Die heimische Polizei schafft es einfach nicht, Situationen richtig einzuschätzen. Dies mag Absicht sein oder auch nicht – auf jeden Fall ist es gefährlich.


quergeschrieben

Was Wien am Montag vergangener Woche erlebte, war ein absurdes Schauspiel. Zu Hundertschaften waren Polizisten und Polizistinnen aus den Bundesländern nach Wien abkommandiert worden. In endlosen Kolonnen bezogen sie Stellung, Mannschaftswagen an Mannschaftswagen, bis weit in den Prater hinein. Stundenlang standen sie sich die Beine in den Bauch, mit Waffen, Schlagstöcken und Vollvisierhelm; sie lauschten den über ihnen dröhnenden Hubschraubern, aßen Bananen, tranken Red Bull, zwölf Stunden lang.

Doch es gab kein angemessenes Ziel. Keine Massendemonstrationen, keine Gewalttäter, keinen Aufruhr. Bloß staunende Bürger und Bürgerinnen, die es nicht fassen konnten, wie die Staatsgewalt einen ganzen Tag lang ihren Bezirk lahmlegte.

Nicht einmal das direkte Zielobjekt stand in irgendeinem Verhältnis zum Aufwand: 19 junge Menschen trug man am Ende aus der besetzten „Pizzeria Anarchia“, ein Grüppchen magere Burschen und Mädchen, mit verfilzten Haaren und Piercings, sie zeterten nicht, wehrten sich nicht. Bis zu diesem Tag hatten sie niemandem etwas zuleide getan, und sie hatten keinerlei Gefahr für die öffentliche Ordnung in der Leopoldstadt dargestellt.

So eine Fehleinschätzung kann im Prinzip jedem passieren, in jedem Beruf. Was allerdings zu denken geben sollte, ist, wie häufig der Polizei solche Fehleinschätzungen in letzter Zeit passieren. Erst verfolgte man mit ungeheurem Ressourceneinsatz die Tierschützer als „kriminelle Vereinigung“. Dann warf man sich gegen zwei Dutzend Flüchtlinge in der Votivkirche in die Schlacht. Dann schützte man die rechtsradikale Prominenz in der Hofburg, während der schwarze Block, beinahe unbegleitet, auf dem Stephansplatz randalierte. Schließlich versuchte man diesen Fehler zu kompensieren, indem man Josef S., einen schüchternen Studenten aus Jena, zum terroristischen Rädelsführer hochstilisierte.

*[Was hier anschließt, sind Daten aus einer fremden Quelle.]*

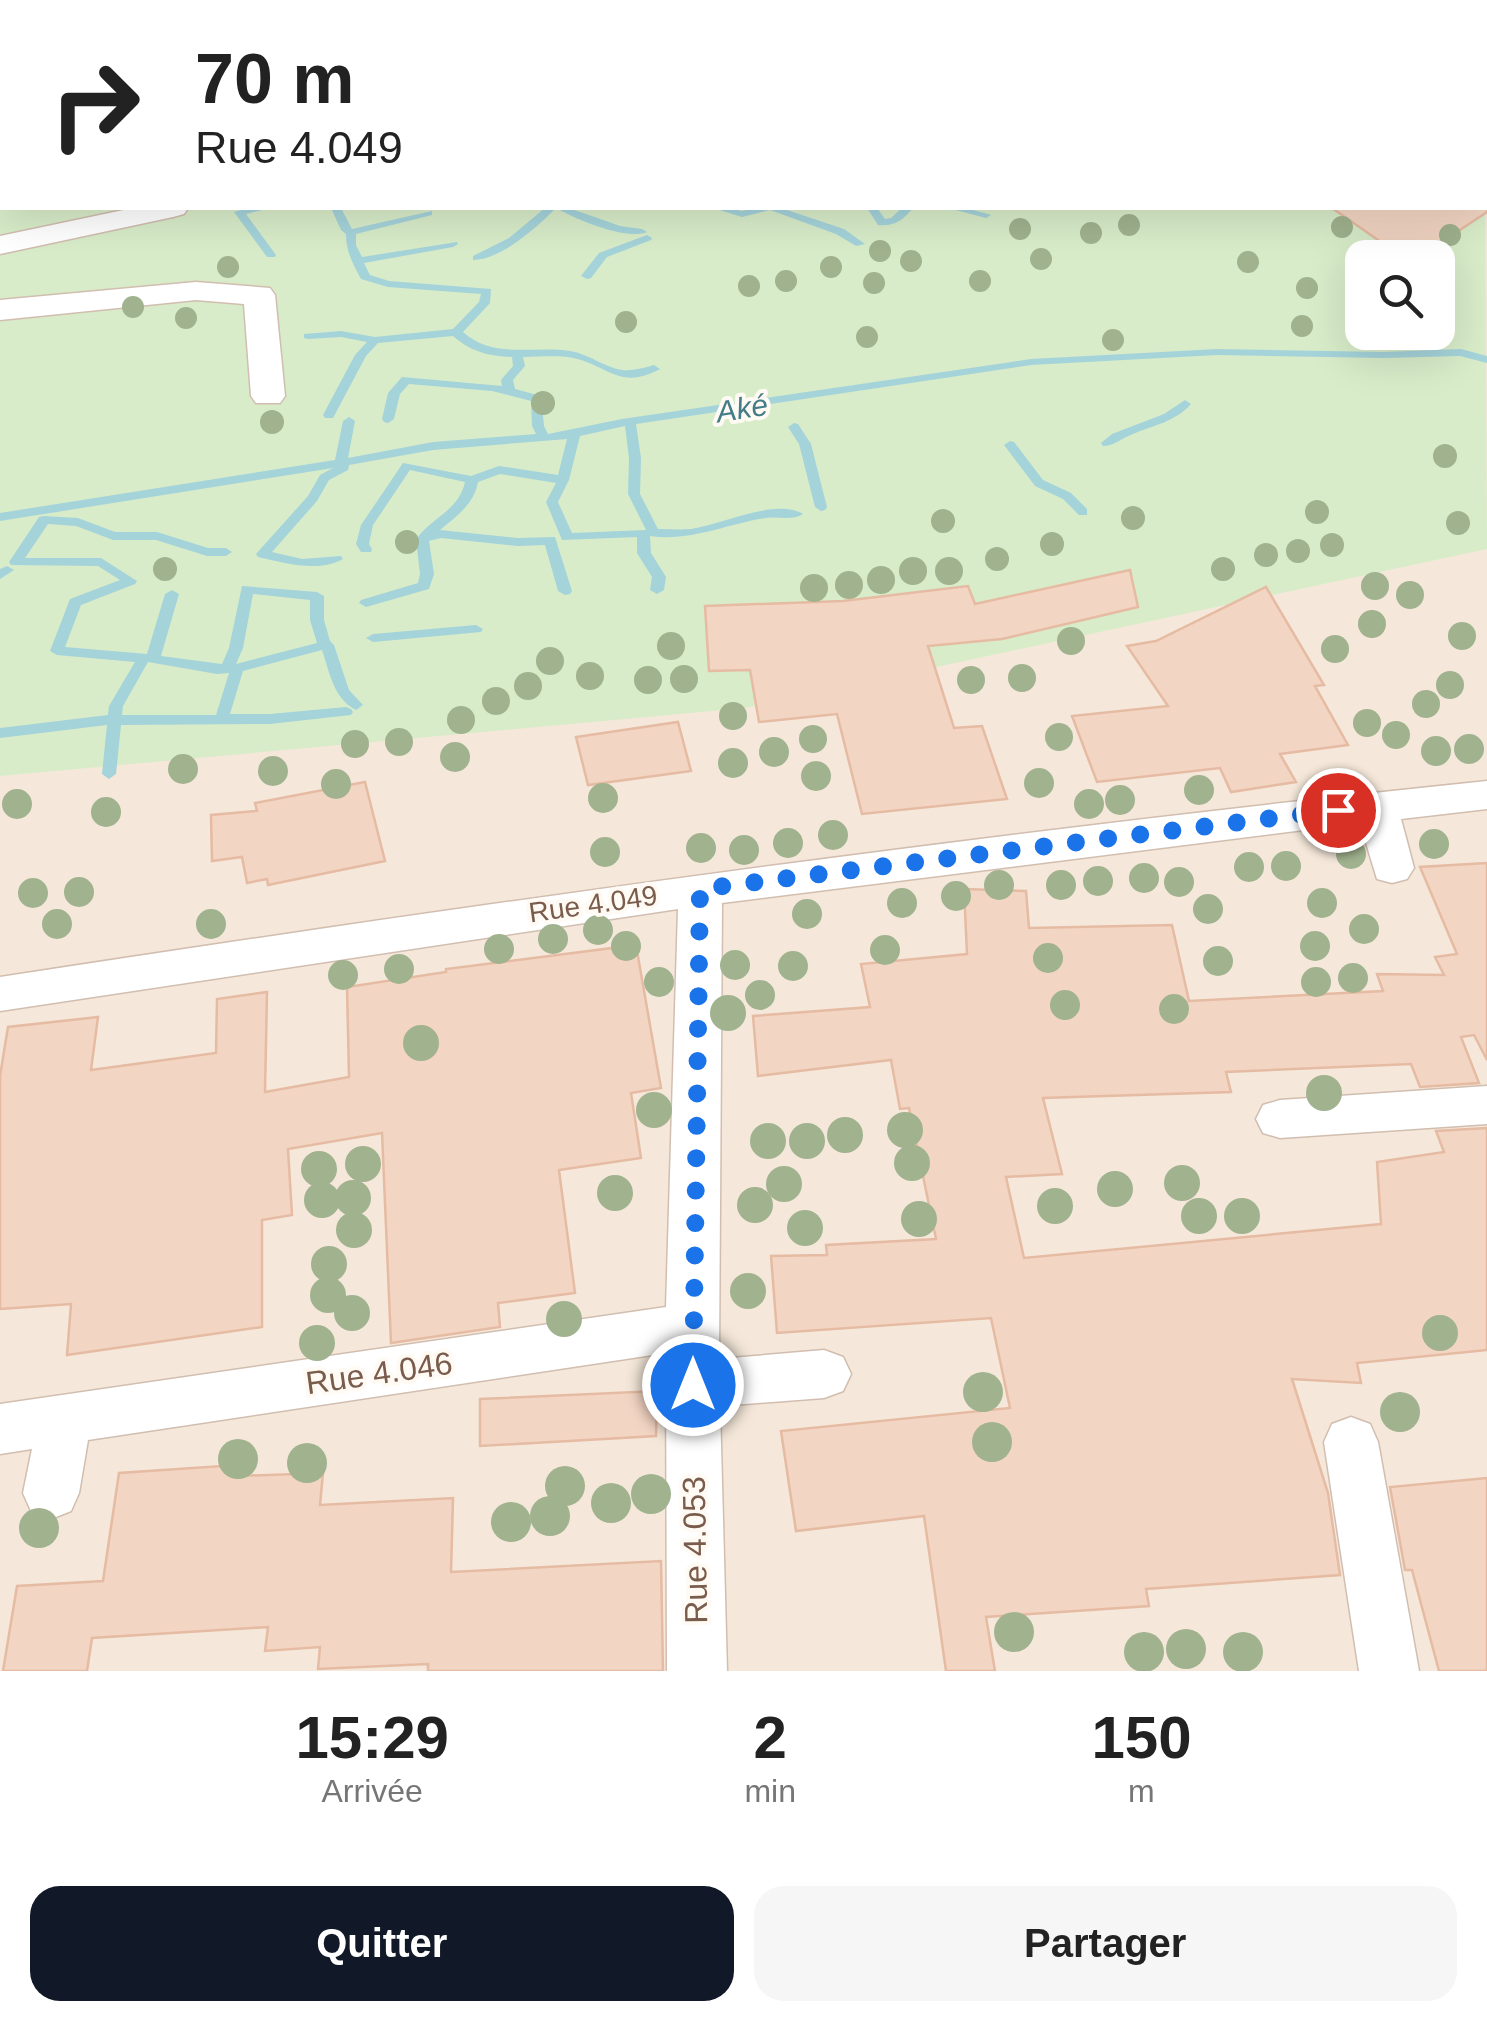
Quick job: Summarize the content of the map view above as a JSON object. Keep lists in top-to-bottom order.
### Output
{
  "streets": {
    "street": ["Rue 4.049", "Rue 4.046", "Rue 4.053"]
  },
  "crossings": [
    ["Rue 4.049", "Rue 4.053"],
    ["Rue 4.046", "Rue 4.053"]
  ],
  "water": ["Aké"],
  "page": {
    "turn": ["70 m", "Rue 4.049"],
    "eta": [
      "15:29",
      "Arrivée",
      "2",
      "min",
      "150",
      "m"
    ],
    "buttons": ["Quitter", "Partager"]
  }
}
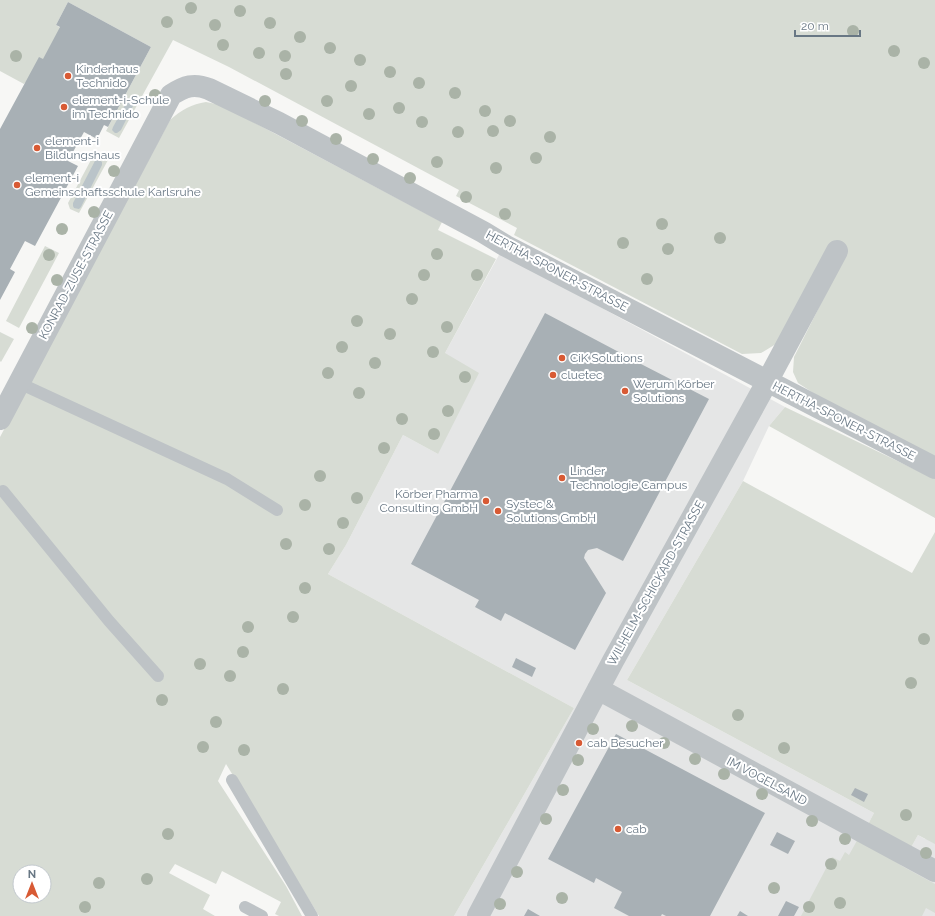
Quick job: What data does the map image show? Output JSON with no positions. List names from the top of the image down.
{
  "streets": {
    "street": [
      "HERTHA-SPONER-STRASSE",
      "KONRAD-ZUSE-STRASSE",
      "WILHELM-SCHICKARD-STRASSE",
      "IM VOGELSAND"
    ]
  },
  "crossings": [
    ["HERTHA-SPONER-STRASSE", "KONRAD-ZUSE-STRASSE"],
    ["HERTHA-SPONER-STRASSE", "WILHELM-SCHICKARD-STRASSE"],
    ["WILHELM-SCHICKARD-STRASSE", "IM VOGELSAND"]
  ],
  "places": [
    "Kinderhaus Technido",
    "element-i-Schule im Technido",
    "element-i Bildungshaus",
    "element-i Gemeinschaftsschule Karlsruhe",
    "CiK Solutions",
    "cluetec",
    "Werum Körber Solutions",
    "Linder Technologie Campus",
    "Körber Pharma Consulting GmbH",
    "Systec & Solutions GmbH",
    "cab Besucher",
    "cab"
  ],
  "scale_bar": "20 m",
  "north": "top"
}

Man bekommt den Eindruck: Die Polizei weiß nicht recht, was sie tut. Kann Freund und Feind nicht auseinanderhalten. Offenbar kennt sie sich nicht in den Szenen aus. Sie wittert Gefahren, aber kann sie nicht präzise benennen – und verteilt daher Punzierungen (Terroristen, Gewalttäter, Drogendealer) anhand von Äußerlichkeiten (schwarze Kleidung, bunte Haare, dunkle Haut). Sie verausgabt sich an den falschen Stellen und hat dort, wo man sie wirklich brauchen würde, keine Mittel mehr übrig. Warum bloß?

In der Polizei gibt es eine lange Tradition vertrauensbildender Arbeit. „Unser Freund und Helfer“, wie wir ihn aus den Schulbüchern kennen, bewegt sich mit offenem Visier und offenen Augen durch die Stadt. Er kennt den Ort, für den er zuständig ist, und er kennt die Eigenheiten seiner Bewohner. Er nimmt Veränderungen wahr, sucht aktiv den Kontakt, bevor etwas passiert; speziell auch zu Randgruppen.

Wissen ist Macht, Erfahrung erzeugt bessere Strategien. Wer sein Gegenüber kennt, muss seine Informationen nicht aus hetzerischen Krawallblättern beziehen, fällt seltener auf Provokationen herein und lässt sich weniger leicht von Äußerlichkeiten blenden.

Nicht jeder Schwarze ist ein Dealer. Nicht jeder Deutsche, der zu einer Demonstration anreist, ist ein Krawallbruder. Nicht jeder Mensch, der am Rand der Gesellschaft steht, ist gefährlich oder gewalttätig. Es gibt harmlose Spinner und friedliche Radikale.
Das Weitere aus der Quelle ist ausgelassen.